[Data excerpts]
________

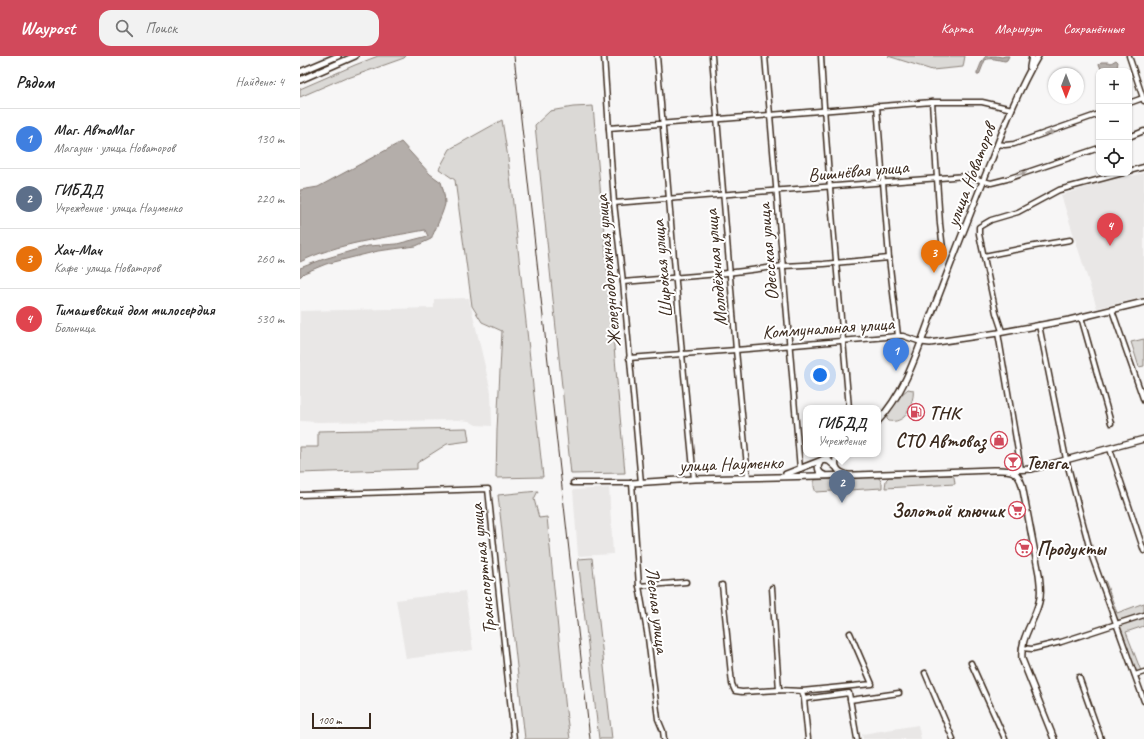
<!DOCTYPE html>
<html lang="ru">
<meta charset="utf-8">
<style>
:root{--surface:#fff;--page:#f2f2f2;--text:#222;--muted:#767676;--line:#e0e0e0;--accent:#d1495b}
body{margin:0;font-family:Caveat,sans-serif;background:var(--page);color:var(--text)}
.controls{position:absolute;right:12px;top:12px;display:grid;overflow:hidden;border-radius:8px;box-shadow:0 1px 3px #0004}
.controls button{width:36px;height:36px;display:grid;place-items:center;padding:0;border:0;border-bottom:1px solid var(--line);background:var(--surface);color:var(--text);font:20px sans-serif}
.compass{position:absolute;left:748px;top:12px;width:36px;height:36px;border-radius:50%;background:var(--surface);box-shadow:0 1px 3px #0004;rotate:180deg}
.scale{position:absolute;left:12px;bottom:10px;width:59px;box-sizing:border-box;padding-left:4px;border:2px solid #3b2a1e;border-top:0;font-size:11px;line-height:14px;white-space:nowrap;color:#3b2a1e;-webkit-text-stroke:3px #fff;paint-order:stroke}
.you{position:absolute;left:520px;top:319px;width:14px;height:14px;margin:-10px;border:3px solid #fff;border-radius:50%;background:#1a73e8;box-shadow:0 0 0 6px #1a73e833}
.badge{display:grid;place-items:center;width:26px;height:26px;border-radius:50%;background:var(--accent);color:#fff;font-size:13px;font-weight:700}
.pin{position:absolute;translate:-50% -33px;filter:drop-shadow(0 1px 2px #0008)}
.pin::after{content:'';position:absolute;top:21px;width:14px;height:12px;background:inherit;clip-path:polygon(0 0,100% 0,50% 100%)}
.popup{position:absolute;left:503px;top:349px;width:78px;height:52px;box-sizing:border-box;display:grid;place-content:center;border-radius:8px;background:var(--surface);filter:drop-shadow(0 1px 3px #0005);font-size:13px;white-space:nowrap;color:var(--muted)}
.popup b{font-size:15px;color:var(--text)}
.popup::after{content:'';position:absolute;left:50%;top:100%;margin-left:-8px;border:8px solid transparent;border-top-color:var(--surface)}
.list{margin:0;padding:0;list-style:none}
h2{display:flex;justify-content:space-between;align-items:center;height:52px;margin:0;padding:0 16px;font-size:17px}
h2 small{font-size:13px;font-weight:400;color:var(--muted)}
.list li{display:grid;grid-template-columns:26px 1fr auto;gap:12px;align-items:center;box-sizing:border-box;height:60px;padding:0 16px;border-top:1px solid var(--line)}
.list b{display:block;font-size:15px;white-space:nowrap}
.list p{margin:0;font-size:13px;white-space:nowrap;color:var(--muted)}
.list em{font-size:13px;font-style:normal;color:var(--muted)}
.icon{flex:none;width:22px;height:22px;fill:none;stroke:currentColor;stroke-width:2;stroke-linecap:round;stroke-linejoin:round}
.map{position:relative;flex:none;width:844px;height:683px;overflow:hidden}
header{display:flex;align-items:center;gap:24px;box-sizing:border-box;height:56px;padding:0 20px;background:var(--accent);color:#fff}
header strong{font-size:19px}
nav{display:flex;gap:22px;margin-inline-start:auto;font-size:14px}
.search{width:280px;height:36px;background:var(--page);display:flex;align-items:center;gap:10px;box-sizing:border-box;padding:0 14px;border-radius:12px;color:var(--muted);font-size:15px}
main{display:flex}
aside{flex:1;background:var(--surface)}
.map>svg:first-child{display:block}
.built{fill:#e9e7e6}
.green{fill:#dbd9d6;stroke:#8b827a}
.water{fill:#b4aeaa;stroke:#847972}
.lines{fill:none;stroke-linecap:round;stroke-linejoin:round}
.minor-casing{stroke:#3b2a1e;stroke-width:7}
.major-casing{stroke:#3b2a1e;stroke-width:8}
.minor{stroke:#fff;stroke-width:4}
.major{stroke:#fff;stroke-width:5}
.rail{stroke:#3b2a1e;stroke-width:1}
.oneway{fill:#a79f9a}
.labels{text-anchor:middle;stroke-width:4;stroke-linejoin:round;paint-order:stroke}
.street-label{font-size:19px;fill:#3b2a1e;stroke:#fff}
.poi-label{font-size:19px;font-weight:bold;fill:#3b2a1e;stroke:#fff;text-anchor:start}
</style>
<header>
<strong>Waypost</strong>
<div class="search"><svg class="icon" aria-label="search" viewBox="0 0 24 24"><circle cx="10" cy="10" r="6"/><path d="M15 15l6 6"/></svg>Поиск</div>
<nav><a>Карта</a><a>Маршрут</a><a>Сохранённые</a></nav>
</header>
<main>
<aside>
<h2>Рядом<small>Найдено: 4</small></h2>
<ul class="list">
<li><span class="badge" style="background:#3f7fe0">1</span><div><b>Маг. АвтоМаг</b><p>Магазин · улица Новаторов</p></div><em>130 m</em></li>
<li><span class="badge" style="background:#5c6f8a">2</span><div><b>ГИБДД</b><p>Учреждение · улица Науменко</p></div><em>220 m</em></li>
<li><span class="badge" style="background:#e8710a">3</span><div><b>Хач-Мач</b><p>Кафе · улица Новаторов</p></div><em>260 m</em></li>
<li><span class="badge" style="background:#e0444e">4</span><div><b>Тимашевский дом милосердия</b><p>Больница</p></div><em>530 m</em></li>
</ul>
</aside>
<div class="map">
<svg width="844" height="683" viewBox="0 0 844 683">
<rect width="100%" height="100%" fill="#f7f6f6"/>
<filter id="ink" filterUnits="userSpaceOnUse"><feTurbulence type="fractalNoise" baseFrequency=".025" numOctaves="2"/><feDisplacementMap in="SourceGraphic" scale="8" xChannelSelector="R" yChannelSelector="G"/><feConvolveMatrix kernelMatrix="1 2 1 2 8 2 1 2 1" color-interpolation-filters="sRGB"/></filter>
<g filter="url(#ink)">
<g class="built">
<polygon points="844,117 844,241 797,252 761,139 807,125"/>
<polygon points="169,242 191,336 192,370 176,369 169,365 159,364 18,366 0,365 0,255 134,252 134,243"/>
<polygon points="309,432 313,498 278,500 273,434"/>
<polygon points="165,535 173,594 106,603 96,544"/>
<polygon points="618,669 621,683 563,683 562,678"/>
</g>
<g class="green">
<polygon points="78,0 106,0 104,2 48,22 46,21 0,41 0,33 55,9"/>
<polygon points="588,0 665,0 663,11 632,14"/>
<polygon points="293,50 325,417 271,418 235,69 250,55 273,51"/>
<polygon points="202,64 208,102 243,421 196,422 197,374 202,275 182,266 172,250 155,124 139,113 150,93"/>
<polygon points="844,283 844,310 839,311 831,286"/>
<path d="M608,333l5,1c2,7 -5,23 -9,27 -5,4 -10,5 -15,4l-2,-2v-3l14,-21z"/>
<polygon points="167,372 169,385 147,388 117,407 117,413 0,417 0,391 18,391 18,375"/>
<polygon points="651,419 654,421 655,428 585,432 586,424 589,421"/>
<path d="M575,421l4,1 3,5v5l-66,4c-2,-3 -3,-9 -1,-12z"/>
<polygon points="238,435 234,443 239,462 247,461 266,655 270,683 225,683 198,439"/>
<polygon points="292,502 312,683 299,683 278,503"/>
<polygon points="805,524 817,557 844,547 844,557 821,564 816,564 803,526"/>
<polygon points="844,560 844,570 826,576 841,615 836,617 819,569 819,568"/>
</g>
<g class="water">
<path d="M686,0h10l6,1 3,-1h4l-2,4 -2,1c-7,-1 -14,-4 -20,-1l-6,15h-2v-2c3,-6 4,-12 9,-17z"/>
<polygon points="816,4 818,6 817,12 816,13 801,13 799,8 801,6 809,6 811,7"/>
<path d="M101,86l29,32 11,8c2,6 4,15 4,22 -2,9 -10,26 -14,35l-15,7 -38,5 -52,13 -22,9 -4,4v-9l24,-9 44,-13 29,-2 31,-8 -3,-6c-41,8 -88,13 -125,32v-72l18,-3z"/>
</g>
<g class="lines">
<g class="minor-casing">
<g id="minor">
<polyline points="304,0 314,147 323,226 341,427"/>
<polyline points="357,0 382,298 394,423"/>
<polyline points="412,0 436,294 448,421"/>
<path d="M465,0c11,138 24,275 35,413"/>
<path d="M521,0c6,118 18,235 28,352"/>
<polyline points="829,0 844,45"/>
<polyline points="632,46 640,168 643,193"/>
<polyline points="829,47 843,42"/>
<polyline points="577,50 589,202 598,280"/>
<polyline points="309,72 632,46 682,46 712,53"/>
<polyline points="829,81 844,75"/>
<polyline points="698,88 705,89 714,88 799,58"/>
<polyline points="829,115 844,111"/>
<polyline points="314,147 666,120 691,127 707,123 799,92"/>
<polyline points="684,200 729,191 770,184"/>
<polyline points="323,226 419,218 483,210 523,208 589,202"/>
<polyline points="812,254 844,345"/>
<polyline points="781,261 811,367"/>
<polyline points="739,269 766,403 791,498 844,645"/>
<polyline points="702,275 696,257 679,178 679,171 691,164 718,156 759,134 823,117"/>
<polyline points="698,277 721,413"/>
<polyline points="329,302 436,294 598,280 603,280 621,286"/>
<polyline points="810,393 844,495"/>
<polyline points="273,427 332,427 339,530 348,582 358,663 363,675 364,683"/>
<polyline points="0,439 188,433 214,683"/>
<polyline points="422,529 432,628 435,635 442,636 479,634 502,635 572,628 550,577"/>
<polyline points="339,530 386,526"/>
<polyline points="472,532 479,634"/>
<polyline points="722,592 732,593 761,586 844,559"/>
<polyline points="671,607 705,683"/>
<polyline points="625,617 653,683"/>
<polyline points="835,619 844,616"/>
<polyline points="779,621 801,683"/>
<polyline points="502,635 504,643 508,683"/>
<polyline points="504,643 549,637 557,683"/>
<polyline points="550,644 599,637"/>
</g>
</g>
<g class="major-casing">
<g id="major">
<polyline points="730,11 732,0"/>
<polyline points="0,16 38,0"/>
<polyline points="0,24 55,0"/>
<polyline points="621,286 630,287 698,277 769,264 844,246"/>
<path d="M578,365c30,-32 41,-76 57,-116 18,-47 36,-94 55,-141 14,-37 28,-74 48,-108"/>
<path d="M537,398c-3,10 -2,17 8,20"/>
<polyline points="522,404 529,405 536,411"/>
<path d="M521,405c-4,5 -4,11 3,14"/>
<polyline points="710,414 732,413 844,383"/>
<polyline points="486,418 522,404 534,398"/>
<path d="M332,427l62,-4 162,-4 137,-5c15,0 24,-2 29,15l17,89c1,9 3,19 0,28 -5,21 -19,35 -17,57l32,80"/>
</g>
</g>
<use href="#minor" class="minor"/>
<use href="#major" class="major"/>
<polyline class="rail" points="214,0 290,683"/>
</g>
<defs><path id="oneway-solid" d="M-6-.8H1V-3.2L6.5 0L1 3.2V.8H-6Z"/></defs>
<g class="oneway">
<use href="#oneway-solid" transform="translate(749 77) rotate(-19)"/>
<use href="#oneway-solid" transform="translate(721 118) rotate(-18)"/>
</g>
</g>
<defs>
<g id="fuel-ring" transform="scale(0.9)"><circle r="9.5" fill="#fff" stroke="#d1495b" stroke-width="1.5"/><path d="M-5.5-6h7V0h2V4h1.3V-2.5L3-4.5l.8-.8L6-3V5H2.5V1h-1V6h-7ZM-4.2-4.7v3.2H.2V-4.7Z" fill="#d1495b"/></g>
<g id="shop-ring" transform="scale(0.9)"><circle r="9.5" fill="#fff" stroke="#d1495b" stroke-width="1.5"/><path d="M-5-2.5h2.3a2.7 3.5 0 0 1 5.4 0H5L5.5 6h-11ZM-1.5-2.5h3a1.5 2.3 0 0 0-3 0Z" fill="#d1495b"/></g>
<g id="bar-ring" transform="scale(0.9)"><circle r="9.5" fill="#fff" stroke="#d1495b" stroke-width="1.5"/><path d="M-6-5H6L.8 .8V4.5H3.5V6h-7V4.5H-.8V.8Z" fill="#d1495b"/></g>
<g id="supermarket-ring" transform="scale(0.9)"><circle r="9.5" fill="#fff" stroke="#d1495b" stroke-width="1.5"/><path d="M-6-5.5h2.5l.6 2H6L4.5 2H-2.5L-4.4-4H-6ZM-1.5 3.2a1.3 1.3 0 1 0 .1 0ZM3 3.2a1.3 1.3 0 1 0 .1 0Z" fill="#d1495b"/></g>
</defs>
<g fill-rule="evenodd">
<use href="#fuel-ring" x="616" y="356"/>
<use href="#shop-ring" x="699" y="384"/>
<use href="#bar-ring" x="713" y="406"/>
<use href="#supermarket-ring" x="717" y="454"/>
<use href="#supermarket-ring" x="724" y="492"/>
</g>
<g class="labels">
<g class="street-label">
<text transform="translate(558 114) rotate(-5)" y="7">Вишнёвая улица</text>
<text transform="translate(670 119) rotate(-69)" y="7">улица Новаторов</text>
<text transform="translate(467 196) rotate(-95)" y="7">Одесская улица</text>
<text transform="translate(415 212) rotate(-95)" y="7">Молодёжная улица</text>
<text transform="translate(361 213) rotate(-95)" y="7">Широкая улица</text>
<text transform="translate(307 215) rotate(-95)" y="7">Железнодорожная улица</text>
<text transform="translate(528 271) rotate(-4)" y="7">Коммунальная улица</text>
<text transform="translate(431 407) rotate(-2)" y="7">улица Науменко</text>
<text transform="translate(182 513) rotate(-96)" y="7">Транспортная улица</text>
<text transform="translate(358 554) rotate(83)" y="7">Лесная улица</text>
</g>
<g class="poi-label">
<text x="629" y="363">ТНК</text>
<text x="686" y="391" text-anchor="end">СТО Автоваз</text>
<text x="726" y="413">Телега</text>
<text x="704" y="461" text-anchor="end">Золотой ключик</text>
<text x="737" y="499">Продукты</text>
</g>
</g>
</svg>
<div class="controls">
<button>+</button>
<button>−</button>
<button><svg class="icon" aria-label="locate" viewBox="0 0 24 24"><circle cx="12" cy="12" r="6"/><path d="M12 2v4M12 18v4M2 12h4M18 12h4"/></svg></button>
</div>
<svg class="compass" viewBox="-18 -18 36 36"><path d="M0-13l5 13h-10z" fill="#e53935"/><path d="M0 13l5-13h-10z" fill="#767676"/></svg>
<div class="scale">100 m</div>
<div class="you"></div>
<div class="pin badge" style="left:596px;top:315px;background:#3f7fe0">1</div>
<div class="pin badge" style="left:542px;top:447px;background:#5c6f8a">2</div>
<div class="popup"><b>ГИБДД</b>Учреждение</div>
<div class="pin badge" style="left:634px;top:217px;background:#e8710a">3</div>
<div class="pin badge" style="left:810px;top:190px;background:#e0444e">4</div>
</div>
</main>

________

Look through the records for the string "drop". Copy every line that has it.

RESULT FOR THIS TASK:
.pin{position:absolute;translate:-50% -33px;filter:drop-shadow(0 1px 2px #0008)}
.popup{position:absolute;left:503px;top:349px;width:78px;height:52px;box-sizing:border-box;display:grid;place-content:center;border-radius:8px;background:var(--surface);filter:drop-shadow(0 1px 3px #0005);font-size:13px;white-space:nowrap;color:var(--muted)}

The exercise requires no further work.